Sunday, November 20, 2011

Saudi Woman Makes Headlines - for Speeding in Dubai

It must have been a really slow news day for the Saudi Gazette and other newspapers in the region.

Articles with titles like "Speeding Saudi Woman’s Bentley Impounded in Dubai" and "Saudi Woman Fined for Speeding in Dubai" appeared in national Saudi newspapers and in Emirates 24/7 News. In fact the Emirates newspaper even published a lovely photo of the speeding Saudi businesswoman, Maha Makki.

Here is an excerpt from the Saudi Gazette article:

Maha Makki, a Saudi businesswoman, ran several red lights while speeding in her Bentley car in Dubai because she had an important business appointment she didn’t want to miss.
The traffic police however did not accept her explanation. She was fined heavily and her car has been impounded for 60 days.
Maha says she did not notice the red lights because she was in a hurry and that it was the first traffic violation she has ever had in her life. “Maybe I was driving a bit fast,” she said.


And why exactly is this news? Because the driver was a Saudi woman - no other reason. It's as if these newspapers are saying, "See? This is why we don't let women drive in Saudi Arabia. Women are bad drivers."

If this is truly news, where are all the articles which involve Saudi men who have committed traffic infractions? Because when men speed and run red lights, it's not news - but it is when WOMEN do!

Saudi Arabia ranks dead last in the entire world when it comes to traffic safety - gee, I wonder if that could be because only men are permitted to drive in KSA? It doesn't take a genius to figure that one out.

These newspapers should be ashamed of themselves for turning this incident into propaganda, for supporting discrimination against Saudi women, and for perpetuating the myth that women are not safe drivers. I am totally disgusted.

Thursday, November 17, 2011

Can Muslims be Good Americans?

In this short video segment from Anderson Cooper's show, a woman expresses her opinion about Muslims in America not being able to be good citizens because of their religious beliefs. Four of the stars of the show "All-American Muslim" are panelists and respond to the woman's statements.

If you missed the first episode of "All-American Muslims," which aired this past Sunday evening, you can catch a re-airing of the first episode tonight on TLC (The Learning Channel). New episodes of "All-American Muslims" are shown on TLC on Sunday evenings, and are reshown on Mondays and Thursdays.

Sunday, November 6, 2011

"All-American Muslims" on TLC



TLC (The Learning Channel) will soon be airing a special eight-part reality TV series called “All American Muslims,” which will allow us all a glimpse into the private lives of five Muslim-American families. It was filmed in Dearborn, Michigan, a suburb of the metropolitan Detroit area, which is known for having America’s largest concentration of Arab-Americans. Boasting a population of almost 100,000, approximately 1/3 of Dearborn’s residents are of Arab descent. This also translates into a high concentration of Muslims in the area.

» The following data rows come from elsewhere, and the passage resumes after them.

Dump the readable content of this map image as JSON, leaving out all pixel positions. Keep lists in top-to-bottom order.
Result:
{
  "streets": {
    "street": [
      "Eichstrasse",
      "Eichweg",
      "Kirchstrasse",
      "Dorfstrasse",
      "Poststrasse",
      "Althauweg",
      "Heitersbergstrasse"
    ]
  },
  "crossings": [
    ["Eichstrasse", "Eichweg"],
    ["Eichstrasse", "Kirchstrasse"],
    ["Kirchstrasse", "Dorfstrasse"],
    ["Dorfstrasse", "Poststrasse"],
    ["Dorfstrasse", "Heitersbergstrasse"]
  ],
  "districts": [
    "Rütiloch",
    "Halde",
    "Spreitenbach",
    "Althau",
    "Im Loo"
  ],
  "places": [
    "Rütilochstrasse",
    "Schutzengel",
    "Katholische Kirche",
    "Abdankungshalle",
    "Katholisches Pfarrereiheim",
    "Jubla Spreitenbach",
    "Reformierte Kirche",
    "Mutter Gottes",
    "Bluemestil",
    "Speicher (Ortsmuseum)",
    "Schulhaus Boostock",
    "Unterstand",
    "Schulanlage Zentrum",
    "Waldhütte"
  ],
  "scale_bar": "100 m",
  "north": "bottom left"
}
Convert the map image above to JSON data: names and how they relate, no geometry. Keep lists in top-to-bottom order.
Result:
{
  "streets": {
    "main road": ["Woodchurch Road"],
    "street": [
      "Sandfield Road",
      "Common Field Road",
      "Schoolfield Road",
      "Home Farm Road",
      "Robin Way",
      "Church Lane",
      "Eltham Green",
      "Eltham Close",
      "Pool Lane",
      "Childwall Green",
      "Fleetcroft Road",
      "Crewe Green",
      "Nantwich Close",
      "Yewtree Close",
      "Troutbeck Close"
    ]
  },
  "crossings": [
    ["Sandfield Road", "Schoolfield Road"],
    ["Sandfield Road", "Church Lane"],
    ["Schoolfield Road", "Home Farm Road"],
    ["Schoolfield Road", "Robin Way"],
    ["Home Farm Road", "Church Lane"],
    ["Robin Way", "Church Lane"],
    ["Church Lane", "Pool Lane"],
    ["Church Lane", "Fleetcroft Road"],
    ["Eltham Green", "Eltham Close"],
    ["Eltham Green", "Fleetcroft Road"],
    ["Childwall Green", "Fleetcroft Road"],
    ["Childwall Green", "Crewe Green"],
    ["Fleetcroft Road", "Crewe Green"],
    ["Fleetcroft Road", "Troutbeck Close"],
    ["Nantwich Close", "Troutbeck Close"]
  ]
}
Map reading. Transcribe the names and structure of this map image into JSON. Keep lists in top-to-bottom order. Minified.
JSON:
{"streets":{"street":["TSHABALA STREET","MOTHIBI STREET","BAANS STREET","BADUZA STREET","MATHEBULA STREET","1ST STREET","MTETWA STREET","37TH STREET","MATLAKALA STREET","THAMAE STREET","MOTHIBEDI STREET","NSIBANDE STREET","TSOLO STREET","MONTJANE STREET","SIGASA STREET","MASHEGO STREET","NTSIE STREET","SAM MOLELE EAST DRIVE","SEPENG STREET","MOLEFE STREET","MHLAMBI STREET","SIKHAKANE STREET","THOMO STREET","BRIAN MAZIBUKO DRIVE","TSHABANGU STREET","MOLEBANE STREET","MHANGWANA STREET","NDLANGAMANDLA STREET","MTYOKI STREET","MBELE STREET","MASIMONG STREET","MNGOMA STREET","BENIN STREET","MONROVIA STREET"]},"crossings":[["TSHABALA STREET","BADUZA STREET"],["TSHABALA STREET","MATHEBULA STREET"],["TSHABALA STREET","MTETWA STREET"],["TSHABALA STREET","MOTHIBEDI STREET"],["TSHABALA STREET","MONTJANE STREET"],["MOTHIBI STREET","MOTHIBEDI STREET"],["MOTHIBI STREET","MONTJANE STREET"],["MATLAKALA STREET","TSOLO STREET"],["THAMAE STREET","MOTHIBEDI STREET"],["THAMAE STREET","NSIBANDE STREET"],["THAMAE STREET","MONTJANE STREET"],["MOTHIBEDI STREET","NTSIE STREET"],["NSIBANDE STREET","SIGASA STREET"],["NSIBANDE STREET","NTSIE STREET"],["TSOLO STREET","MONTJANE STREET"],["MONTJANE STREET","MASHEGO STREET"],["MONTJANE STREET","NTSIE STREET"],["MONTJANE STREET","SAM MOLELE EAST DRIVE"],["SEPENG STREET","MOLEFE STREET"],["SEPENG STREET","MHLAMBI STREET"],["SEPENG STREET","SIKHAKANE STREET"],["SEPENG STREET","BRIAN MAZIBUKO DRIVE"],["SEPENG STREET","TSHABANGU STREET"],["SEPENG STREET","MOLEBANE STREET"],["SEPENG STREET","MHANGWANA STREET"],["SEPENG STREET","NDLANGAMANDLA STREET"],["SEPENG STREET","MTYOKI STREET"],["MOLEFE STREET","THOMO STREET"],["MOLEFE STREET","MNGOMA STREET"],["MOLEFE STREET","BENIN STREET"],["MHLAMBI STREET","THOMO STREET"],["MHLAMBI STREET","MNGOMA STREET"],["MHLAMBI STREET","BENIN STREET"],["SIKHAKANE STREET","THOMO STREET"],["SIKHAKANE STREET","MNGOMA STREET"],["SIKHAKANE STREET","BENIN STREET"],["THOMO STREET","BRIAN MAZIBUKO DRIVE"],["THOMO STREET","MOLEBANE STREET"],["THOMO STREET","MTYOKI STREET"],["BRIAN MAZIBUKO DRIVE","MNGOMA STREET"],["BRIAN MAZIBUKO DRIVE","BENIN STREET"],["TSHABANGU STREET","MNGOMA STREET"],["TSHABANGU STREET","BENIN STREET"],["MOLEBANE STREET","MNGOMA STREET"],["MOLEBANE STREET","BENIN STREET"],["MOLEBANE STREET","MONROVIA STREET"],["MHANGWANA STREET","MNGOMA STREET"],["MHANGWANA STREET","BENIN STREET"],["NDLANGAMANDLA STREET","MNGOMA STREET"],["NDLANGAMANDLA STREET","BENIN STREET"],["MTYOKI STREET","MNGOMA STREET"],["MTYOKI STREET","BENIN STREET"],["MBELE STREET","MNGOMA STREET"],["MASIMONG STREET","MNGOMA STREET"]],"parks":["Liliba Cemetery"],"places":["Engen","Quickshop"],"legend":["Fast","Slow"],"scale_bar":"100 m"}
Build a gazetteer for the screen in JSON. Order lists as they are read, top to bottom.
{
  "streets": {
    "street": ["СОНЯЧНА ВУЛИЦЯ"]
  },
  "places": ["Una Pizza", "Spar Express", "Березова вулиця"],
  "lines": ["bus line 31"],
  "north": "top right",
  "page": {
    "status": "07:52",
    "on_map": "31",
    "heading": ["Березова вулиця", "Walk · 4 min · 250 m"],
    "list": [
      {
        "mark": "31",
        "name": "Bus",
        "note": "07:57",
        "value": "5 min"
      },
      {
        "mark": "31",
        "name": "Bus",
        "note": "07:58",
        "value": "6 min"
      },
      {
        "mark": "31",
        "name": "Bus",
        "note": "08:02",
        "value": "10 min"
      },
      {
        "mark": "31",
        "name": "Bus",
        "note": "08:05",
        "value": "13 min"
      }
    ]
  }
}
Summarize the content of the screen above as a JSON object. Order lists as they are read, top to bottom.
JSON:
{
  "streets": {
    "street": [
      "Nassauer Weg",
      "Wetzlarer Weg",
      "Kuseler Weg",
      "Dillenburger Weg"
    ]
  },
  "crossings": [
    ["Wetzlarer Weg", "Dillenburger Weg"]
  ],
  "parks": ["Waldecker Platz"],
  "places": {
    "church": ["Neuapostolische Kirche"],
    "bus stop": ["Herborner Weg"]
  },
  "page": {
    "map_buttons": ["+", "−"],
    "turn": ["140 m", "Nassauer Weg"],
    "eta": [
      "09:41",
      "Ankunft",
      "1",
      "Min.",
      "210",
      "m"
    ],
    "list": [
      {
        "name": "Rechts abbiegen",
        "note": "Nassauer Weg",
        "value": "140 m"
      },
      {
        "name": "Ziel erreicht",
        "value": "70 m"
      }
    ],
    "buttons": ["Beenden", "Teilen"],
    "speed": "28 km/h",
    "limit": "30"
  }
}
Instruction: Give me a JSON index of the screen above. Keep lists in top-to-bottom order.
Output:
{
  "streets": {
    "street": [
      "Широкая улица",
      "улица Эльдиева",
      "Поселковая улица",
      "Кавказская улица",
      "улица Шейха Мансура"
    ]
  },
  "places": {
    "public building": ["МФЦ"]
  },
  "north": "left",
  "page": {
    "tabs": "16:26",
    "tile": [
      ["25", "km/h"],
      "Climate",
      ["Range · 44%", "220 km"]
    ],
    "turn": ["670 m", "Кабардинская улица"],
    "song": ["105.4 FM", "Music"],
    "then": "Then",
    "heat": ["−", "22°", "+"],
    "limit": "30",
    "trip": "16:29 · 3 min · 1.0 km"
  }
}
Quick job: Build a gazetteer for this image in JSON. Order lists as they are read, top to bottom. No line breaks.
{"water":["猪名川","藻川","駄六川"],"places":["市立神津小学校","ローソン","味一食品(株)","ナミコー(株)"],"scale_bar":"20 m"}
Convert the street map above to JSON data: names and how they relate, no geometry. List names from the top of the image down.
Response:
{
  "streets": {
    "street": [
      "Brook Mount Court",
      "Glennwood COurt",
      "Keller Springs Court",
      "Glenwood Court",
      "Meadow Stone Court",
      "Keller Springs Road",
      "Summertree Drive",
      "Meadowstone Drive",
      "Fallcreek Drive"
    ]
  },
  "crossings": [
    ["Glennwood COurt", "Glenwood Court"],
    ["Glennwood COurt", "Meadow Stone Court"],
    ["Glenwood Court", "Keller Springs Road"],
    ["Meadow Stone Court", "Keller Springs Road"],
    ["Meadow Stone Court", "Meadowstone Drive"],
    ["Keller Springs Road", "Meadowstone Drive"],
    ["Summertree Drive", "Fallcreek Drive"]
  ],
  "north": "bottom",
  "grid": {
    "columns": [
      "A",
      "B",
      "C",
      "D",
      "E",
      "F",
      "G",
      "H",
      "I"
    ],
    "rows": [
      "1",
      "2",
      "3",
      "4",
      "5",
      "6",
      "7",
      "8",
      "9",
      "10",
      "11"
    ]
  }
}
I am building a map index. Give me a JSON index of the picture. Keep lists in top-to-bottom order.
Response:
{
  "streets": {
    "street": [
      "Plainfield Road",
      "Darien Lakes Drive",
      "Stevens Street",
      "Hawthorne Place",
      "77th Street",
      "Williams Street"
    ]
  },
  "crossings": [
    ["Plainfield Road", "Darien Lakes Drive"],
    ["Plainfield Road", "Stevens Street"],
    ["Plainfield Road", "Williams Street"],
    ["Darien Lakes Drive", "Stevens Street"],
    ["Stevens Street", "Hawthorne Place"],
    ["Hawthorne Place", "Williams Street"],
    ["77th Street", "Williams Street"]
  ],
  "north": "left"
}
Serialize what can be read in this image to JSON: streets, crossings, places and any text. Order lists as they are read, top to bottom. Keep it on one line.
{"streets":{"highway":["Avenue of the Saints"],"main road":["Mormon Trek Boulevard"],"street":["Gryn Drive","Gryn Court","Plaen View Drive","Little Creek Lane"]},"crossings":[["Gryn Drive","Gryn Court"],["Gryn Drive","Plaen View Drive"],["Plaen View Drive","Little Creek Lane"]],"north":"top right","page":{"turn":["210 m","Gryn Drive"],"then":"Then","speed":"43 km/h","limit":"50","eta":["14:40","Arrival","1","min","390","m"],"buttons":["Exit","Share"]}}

I went on the TLC website and watched five short enjoyable teaser segments of the show, and I was intrigued by the personalities and real-life situations of the families. It was interesting to see the clear religious differences and vast spectrum of how the show’s cast practice and follow Islam within their community. For example, while many of the women wear hijab (head covering) and dress modestly, other women on the show did not. In fact, one woman has tattoos, piercings, and pink hair.

From the TLC website:
“The show reveals how these individuals negotiate universal family issues while remaining faithful to the traditions and beliefs of their faith.”

The All-American Muslim Families:

The Amen family is featured as their daughter Shadia marries Jeff, an Irish Catholic who has agreed to convert to Islam, and other extended family members also face their own trials, like fertility issues.

Nader and Nawal Aoude
are a newlywed couple who are anticipating the arrival of their first child and have their own ideas about how they will raise it.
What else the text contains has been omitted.